In one possible implementation, the number of the silicon substrates is plural. The glass substrate is covered above a plurality of silicon substrates. A plurality of silicon substrates can be covered under one piece of glass, and a plurality of laser heads are adopted for doping at the same time, so that the yield is improved, and the batch production is realized.

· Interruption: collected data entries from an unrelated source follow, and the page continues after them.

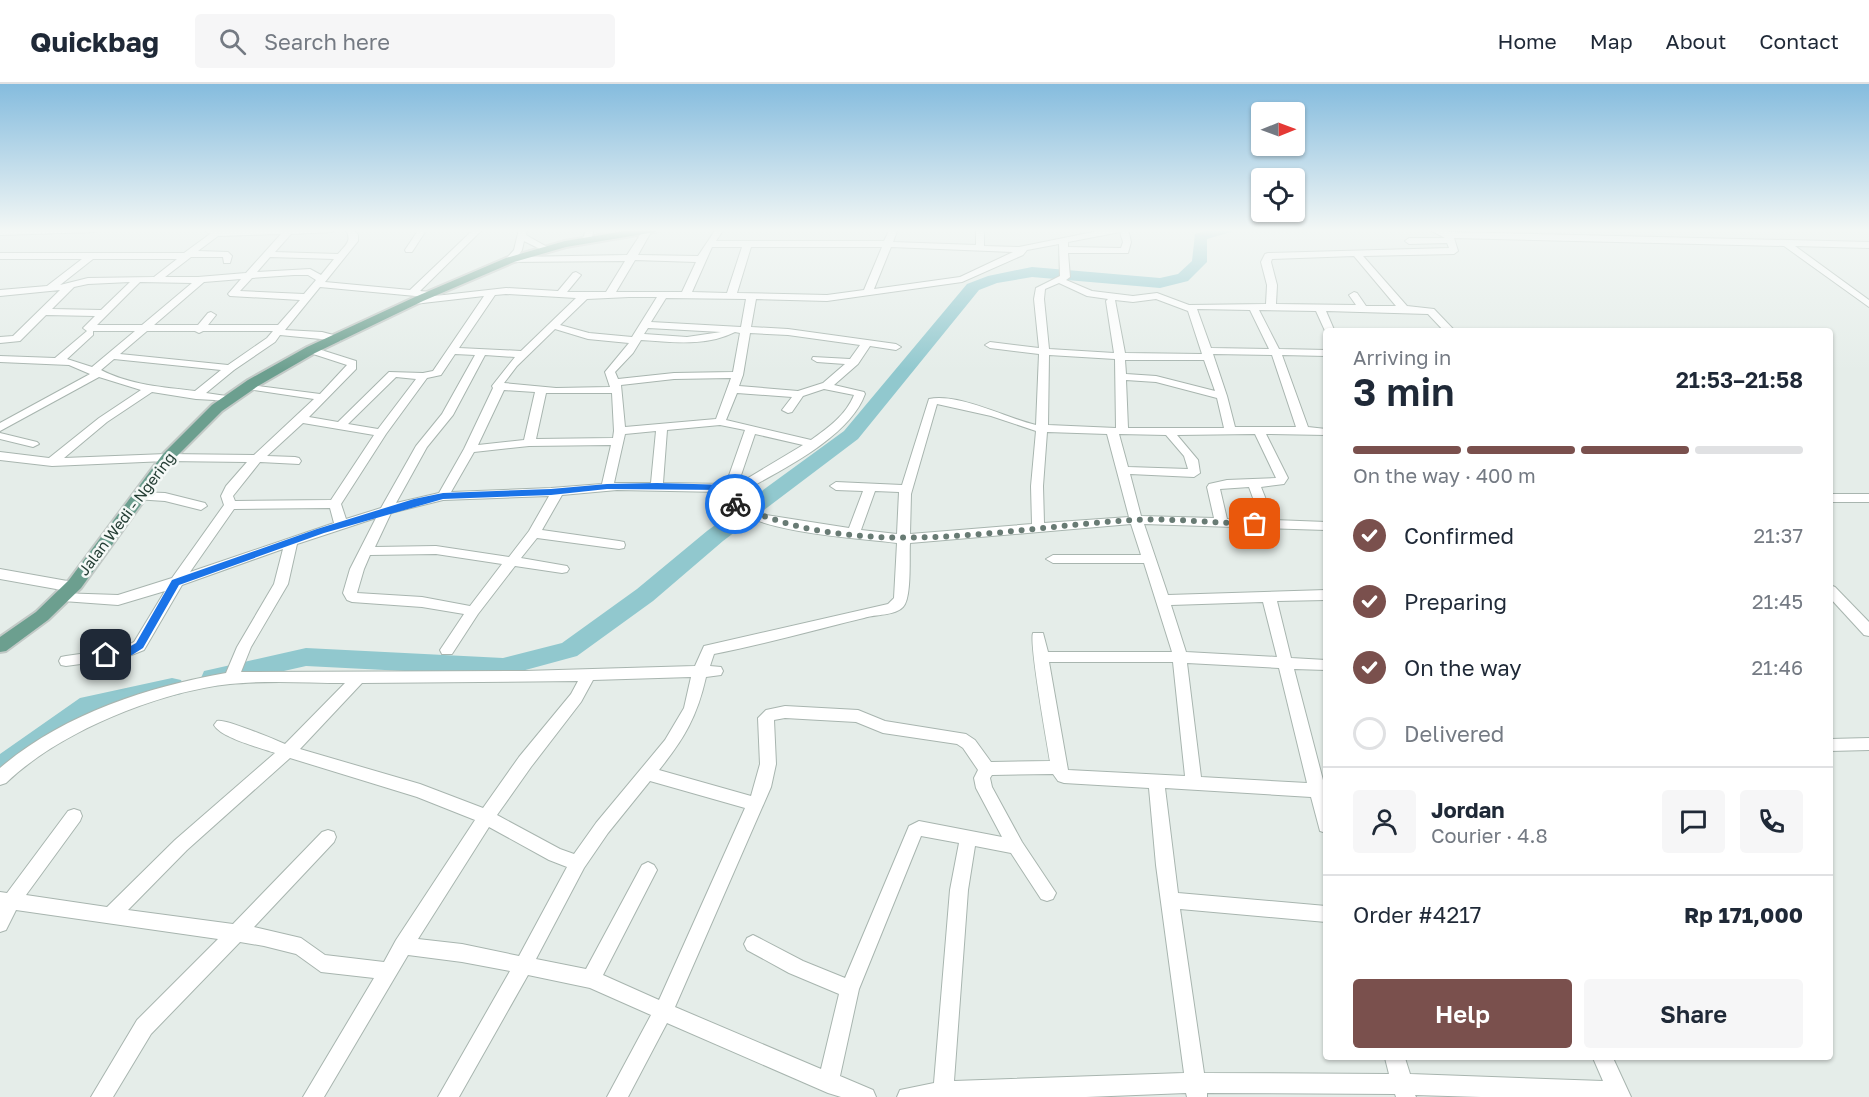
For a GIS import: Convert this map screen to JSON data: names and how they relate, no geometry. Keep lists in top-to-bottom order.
{
  "streets": {
    "main road": ["Jalan Wedi - Ngering"]
  },
  "north": "right",
  "page": {
    "header": "Quickbag",
    "search": "Search here",
    "nav": [
      "Home",
      "Map",
      "About",
      "Contact"
    ],
    "heading": ["3 min", "Arriving in", "21:53–21:58"],
    "panel": [
      "Jordan",
      "Courier · 4.8",
      "Order #4217",
      "Rp 171,000"
    ],
    "bar": "On the way · 400 m",
    "list": [
      ["Confirmed", "21:37"],
      ["Preparing", "21:45"],
      ["On the way", "21:46"],
      "Delivered"
    ],
    "buttons": ["Help", "Share"]
  }
}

In a second aspect, the present invention provides a solar cell, which is manufactured by applying the first aspect or any one of the possible implementation manners of the first aspect.

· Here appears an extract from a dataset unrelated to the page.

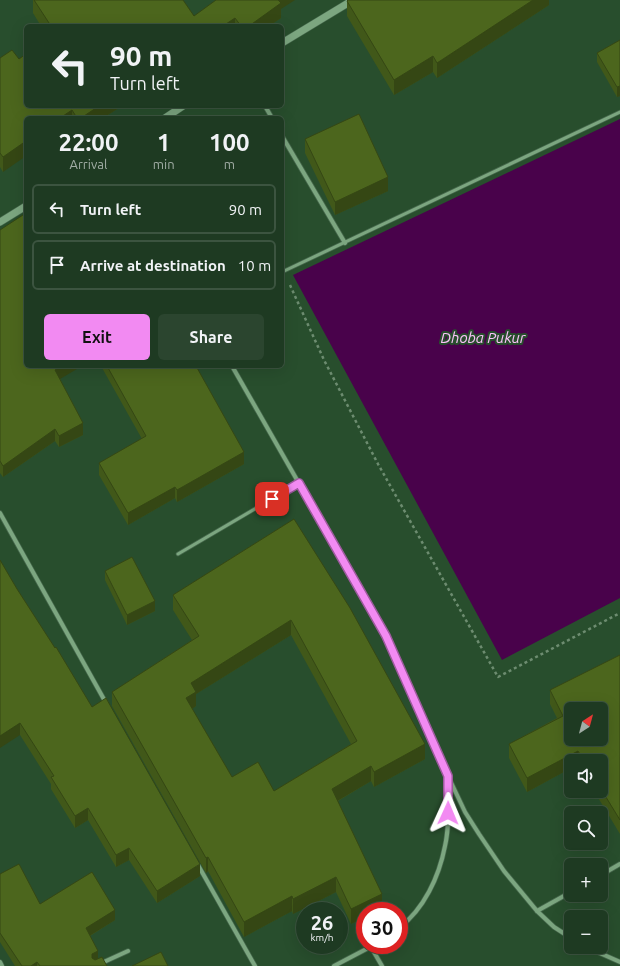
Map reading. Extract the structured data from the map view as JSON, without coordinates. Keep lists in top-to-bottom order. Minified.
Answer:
{"water":["Dhoba Pukur"],"north":"top right","page":{"turn":["90 m","Turn left"],"eta":["22:00","Arrival","1","min","100","m"],"list":[{"name":"Turn left","value":"90 m"},{"name":"Arrive at destination","value":"10 m"}],"buttons":["Exit","Share"],"map_buttons":["+","−"],"speed":"26 km/h","limit":"30"}}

The beneficial effects of the solar cell provided by the second aspect are the same as those of the first aspect or any possible implementation manner of the first aspect, and are not described herein again.

Drawings

The accompanying drawings, which are included to provide a further understanding of the invention and are incorporated in and constitute a part of this specification, illustrate embodiments of the invention and together with the description serve to explain the invention and not to limit the invention. In the drawings:

fig. 1A to fig. 1E are schematic views of a solar cell manufacturing method at various stages according to an embodiment of the present invention;

fig. 2 is a schematic view of mass production using a method of manufacturing a solar cell according to an embodiment of the present invention.

Detailed Description

In order to facilitate clear description of technical solutions of the embodiments of the present invention, in the embodiments of the present invention, terms such as "first" and "second" are used to distinguish the same items or similar items having substantially the same functions and actions. For example, the first threshold and the second threshold are only used for distinguishing different thresholds, and the sequence order of the thresholds is not limited. Those skilled in the art will appreciate that the terms "first," "second," etc. do not denote any order or quantity, nor do the terms "first," "second," etc. denote any order or importance.

It is to be understood that the terms "exemplary" or "such as" are used herein to mean serving as an example, instance, or illustration. Any embodiment or design described herein as "exemplary" or "e.g.," is not necessarily to be construed as preferred or advantageous over other embodiments or designs. Rather, use of the word "exemplary" or "such as" is intended to present concepts related in a concrete fashion.

In the present invention, "at least one" means one or more, "a plurality" means two or more. "and/or" describes the association relationship of the associated objects, meaning that there may be three relationships, e.g., a and/or B, which may mean: a exists alone, A and B exist simultaneously, and B exists alone, wherein A and B can be singular or plural. The character "/" generally indicates that the former and latter associated objects are in an "or" relationship. "at least one of the following" or similar expressions refer to any combination of these items, including any combination of the singular or plural items. For example, at least one (one) of a, b, or c, may represent: a, b, c, a and b combination, a and c combination, b and c combination, or a, b and c combination, wherein a, b and c can be single or multiple.

In recent years, the solar cell technology has been developed rapidly, and the laser local heavy doping technology has become a basic process for improving the front performance of an emitter and a surface Passivated solar cell (PERC). According to the traditional laser local heavy doping, phosphorus impurities in phosphorosilicate glass are used as a phosphorus source, and are driven into a silicon wafer body and activated in a high-energy laser scanning mode, so that the local heavy doping on the front side of the silicon wafer is realized. Since the high-energy laser directly acts on the surface of the silicon wafer, certain damage is caused to the surface of the silicon wafer while doping. And performing SEM analysis on the surface of the silicon wafer after laser doping, wherein partial small pits appear at the top of the pyramid on the surface of the silicon wafer. The small holes become recombination centers on the front surface of the solar cell, so that the Auger recombination is increased, and the electrical property of the solar cell is prevented from being further improved.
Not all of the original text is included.